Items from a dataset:
☆ ☆ ☆ ☆

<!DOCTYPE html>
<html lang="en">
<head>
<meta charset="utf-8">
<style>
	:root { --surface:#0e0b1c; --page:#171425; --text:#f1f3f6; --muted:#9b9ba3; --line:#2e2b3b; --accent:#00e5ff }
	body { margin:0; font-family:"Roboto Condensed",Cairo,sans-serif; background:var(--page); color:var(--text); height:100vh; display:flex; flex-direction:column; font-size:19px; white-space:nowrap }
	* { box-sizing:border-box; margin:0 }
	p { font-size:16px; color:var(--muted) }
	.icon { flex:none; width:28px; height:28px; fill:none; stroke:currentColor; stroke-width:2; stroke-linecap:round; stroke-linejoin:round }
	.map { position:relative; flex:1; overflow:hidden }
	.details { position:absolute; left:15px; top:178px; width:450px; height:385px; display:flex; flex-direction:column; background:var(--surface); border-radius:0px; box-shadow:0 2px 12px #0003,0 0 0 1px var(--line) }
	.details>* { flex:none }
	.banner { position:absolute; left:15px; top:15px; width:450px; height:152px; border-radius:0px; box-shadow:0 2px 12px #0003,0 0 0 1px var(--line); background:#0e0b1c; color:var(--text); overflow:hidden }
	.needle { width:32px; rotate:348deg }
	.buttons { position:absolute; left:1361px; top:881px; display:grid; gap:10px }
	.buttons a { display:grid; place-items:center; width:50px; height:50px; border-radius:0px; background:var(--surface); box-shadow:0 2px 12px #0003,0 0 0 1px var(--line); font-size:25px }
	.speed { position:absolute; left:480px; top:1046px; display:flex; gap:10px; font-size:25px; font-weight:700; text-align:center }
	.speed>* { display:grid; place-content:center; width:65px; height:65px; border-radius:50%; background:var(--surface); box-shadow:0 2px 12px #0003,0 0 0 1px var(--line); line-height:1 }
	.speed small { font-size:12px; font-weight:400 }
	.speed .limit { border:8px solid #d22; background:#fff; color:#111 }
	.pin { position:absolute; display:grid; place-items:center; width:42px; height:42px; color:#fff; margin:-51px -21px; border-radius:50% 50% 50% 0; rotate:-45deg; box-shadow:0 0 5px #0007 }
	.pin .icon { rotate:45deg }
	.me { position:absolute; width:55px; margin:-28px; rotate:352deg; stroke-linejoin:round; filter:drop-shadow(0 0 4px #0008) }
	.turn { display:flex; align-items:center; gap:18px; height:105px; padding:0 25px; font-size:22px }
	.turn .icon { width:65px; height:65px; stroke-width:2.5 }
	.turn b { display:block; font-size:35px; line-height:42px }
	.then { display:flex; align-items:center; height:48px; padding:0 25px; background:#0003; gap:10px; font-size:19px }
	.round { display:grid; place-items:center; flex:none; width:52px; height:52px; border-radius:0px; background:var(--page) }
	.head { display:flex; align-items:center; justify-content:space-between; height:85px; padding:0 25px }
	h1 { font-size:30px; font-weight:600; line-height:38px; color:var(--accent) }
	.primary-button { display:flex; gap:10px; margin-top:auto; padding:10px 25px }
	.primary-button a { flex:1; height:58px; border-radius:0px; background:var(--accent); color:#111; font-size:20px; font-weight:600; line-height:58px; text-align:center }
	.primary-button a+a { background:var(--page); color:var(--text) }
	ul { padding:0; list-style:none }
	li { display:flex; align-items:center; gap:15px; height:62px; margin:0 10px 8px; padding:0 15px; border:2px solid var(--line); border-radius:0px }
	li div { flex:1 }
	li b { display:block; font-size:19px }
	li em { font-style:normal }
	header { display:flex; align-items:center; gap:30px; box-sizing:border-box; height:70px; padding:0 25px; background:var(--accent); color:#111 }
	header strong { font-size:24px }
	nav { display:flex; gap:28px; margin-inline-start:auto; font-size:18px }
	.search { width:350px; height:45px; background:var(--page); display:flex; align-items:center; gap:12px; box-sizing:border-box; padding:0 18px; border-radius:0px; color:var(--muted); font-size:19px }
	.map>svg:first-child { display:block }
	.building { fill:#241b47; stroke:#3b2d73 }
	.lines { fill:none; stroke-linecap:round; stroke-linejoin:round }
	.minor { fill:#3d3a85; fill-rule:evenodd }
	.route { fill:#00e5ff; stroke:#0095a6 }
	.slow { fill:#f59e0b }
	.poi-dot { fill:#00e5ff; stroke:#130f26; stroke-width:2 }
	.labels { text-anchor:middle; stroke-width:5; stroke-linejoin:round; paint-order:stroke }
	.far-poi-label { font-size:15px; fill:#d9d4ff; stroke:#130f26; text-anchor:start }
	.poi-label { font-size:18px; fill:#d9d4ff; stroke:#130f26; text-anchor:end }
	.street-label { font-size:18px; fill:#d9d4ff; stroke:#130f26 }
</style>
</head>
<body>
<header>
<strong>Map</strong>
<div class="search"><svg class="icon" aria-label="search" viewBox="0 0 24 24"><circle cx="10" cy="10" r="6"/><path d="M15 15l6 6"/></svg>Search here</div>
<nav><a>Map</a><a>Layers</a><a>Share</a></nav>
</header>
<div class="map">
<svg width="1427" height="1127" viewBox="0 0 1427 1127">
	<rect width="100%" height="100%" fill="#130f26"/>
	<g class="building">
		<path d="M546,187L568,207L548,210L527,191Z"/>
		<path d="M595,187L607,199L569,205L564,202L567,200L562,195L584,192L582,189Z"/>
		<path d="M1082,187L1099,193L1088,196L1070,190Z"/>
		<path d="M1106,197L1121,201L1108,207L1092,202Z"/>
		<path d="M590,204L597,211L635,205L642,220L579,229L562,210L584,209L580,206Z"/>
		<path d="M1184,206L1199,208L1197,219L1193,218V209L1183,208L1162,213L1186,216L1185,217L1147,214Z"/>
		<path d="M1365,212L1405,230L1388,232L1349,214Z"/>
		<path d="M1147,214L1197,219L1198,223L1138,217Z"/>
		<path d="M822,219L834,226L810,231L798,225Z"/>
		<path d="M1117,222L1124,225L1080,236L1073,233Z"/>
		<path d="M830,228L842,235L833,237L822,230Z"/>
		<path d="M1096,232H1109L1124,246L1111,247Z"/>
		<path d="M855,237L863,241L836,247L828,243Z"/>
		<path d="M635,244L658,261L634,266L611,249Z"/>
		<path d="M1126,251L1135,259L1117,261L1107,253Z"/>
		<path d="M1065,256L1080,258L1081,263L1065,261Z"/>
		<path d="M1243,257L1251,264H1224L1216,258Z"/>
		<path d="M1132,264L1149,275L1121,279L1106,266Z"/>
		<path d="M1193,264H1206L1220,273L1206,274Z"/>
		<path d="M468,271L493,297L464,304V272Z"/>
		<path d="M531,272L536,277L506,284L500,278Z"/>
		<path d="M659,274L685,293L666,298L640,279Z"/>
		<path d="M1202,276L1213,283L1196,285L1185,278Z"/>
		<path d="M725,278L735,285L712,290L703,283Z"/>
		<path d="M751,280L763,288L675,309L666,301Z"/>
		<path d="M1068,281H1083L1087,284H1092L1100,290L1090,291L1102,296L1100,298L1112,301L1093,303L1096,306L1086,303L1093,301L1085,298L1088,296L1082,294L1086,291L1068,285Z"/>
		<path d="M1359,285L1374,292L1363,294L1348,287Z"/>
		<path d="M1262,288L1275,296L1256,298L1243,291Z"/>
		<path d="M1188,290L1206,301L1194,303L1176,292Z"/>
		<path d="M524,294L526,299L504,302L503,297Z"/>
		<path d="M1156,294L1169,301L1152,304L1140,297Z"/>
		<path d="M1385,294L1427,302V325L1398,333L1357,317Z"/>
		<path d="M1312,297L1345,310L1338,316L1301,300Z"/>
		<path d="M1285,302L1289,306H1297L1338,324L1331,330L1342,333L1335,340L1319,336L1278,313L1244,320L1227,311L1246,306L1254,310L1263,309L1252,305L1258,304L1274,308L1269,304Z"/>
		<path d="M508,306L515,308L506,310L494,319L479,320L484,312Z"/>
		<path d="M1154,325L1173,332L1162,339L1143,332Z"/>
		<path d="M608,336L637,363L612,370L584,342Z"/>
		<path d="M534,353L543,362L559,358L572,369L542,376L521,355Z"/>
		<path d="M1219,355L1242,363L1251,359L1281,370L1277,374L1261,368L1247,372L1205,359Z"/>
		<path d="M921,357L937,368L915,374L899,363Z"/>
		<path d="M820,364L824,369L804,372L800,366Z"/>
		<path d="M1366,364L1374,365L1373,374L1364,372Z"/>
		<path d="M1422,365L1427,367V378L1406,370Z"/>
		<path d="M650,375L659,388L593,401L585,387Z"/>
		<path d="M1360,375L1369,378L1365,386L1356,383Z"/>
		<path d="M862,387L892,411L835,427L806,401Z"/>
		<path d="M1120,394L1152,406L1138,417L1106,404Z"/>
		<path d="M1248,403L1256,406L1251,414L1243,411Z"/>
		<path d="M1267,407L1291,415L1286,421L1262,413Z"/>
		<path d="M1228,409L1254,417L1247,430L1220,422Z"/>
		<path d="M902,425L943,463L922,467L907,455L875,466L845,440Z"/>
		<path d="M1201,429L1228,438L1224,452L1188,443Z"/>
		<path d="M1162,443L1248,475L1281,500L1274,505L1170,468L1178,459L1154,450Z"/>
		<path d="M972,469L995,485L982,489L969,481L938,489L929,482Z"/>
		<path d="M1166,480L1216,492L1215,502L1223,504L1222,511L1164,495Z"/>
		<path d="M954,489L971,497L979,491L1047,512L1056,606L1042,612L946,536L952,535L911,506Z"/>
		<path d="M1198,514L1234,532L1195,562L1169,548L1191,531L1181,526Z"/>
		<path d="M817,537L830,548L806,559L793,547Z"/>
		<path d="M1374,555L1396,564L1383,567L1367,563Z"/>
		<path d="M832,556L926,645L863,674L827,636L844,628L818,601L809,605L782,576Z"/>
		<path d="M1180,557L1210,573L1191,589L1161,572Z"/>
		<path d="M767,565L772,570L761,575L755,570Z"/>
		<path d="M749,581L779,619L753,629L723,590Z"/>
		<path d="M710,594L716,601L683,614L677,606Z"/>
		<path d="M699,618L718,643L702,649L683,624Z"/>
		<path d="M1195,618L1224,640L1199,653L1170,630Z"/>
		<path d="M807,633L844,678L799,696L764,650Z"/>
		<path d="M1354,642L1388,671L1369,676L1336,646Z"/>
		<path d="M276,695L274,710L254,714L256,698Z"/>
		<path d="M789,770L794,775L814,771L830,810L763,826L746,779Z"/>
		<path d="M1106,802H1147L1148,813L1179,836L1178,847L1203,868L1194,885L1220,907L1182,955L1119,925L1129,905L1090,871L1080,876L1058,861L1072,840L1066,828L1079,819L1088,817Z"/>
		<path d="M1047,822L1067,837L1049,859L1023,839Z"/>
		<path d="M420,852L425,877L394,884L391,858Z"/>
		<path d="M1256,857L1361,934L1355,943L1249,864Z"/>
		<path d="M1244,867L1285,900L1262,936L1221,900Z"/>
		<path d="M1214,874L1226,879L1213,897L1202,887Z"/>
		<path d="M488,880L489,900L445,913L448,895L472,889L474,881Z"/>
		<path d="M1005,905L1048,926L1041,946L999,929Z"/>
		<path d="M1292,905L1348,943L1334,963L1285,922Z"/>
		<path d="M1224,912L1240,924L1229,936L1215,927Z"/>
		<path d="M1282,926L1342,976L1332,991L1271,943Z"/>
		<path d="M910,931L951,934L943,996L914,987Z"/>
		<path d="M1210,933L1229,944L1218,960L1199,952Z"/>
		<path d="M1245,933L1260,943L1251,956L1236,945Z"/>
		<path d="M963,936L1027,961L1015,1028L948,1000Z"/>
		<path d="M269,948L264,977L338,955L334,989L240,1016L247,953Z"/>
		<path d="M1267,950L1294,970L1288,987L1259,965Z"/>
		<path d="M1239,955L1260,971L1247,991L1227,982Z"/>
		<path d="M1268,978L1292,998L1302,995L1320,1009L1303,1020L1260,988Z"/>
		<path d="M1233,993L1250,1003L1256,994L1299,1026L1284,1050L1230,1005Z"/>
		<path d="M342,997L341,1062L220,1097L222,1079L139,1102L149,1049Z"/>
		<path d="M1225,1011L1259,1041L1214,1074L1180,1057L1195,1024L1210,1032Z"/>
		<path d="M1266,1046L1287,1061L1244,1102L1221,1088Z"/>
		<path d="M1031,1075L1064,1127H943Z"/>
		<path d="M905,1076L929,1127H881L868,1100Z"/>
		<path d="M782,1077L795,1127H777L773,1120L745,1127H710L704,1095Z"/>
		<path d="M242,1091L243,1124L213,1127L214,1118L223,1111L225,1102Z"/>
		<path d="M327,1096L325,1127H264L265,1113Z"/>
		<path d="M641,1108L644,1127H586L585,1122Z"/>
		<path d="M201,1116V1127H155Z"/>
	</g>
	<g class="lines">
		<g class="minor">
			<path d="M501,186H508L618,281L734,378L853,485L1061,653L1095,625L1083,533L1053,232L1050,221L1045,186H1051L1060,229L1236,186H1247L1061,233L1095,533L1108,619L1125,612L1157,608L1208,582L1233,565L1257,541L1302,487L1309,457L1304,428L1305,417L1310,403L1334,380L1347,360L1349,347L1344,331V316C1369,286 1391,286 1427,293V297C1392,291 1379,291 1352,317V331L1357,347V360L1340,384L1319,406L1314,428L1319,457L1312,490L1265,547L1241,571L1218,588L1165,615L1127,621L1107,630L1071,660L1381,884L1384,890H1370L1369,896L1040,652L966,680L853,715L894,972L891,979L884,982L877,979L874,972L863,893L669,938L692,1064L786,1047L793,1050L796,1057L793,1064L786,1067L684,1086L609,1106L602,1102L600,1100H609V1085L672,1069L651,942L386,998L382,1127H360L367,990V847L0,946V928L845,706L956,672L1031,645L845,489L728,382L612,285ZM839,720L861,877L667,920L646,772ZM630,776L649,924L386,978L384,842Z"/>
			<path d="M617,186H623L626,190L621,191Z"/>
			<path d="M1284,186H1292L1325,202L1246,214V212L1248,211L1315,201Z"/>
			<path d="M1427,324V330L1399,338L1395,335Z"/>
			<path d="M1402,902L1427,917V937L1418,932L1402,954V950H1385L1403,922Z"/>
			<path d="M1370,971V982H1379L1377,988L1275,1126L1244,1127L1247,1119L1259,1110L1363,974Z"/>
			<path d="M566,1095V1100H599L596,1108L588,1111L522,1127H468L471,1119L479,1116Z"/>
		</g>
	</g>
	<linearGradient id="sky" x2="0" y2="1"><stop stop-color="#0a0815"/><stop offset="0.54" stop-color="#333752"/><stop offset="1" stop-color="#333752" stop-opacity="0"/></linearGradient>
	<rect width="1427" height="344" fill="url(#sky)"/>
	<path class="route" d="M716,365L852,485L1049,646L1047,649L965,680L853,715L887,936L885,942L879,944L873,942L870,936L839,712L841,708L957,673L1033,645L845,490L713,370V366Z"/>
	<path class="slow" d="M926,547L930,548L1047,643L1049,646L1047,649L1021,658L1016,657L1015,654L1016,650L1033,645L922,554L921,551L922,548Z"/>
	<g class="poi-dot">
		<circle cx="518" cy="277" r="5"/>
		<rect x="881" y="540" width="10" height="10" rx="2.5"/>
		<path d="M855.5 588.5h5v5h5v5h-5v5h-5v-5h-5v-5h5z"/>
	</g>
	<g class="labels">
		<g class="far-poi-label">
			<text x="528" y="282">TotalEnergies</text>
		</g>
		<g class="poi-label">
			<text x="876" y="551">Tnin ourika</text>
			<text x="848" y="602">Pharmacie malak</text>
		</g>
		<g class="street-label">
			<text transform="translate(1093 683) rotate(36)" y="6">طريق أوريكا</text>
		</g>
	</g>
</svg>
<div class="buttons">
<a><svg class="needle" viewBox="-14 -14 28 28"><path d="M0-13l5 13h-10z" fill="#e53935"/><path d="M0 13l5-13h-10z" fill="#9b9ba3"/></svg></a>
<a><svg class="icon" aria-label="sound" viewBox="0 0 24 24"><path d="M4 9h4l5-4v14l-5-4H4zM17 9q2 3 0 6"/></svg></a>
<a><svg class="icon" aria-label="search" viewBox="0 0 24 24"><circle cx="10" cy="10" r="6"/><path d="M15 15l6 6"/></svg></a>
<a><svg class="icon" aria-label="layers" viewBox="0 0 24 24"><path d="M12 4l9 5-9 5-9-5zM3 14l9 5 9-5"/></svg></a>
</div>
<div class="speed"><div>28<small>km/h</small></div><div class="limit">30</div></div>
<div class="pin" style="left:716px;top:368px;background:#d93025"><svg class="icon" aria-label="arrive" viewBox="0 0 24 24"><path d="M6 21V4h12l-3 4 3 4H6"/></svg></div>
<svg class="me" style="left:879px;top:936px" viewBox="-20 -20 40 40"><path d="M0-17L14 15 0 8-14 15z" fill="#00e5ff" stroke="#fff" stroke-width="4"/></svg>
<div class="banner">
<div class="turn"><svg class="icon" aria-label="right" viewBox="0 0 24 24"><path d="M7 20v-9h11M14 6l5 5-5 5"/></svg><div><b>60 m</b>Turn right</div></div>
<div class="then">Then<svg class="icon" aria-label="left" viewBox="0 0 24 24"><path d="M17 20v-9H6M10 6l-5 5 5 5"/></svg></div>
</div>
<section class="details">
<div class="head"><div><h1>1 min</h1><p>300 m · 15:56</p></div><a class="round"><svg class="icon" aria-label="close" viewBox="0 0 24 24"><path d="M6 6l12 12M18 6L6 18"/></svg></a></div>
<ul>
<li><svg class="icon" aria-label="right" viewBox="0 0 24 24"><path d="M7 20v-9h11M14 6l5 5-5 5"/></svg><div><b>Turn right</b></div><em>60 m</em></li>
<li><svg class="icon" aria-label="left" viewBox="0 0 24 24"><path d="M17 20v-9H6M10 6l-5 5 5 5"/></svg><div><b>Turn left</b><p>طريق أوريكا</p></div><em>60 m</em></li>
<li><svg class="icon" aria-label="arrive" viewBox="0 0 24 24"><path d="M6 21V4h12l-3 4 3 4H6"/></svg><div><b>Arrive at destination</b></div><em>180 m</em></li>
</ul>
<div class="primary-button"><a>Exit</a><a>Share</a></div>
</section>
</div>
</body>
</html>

☆ ☆ ☆ ☆

Instructions for the task:
Your answer should consist only of the lines above between the line holding "border:8px solid #d22;" and the line holding "display:flex; align-items:center; gap:18px;", inclusive, each transcribed exactly.

Written answer:
	.speed .limit { border:8px solid #d22; background:#fff; color:#111 }
	.pin { position:absolute; display:grid; place-items:center; width:42px; height:42px; color:#fff; margin:-51px -21px; border-radius:50% 50% 50% 0; rotate:-45deg; box-shadow:0 0 5px #0007 }
	.pin .icon { rotate:45deg }
	.me { position:absolute; width:55px; margin:-28px; rotate:352deg; stroke-linejoin:round; filter:drop-shadow(0 0 4px #0008) }
	.turn { display:flex; align-items:center; gap:18px; height:105px; padding:0 25px; font-size:22px }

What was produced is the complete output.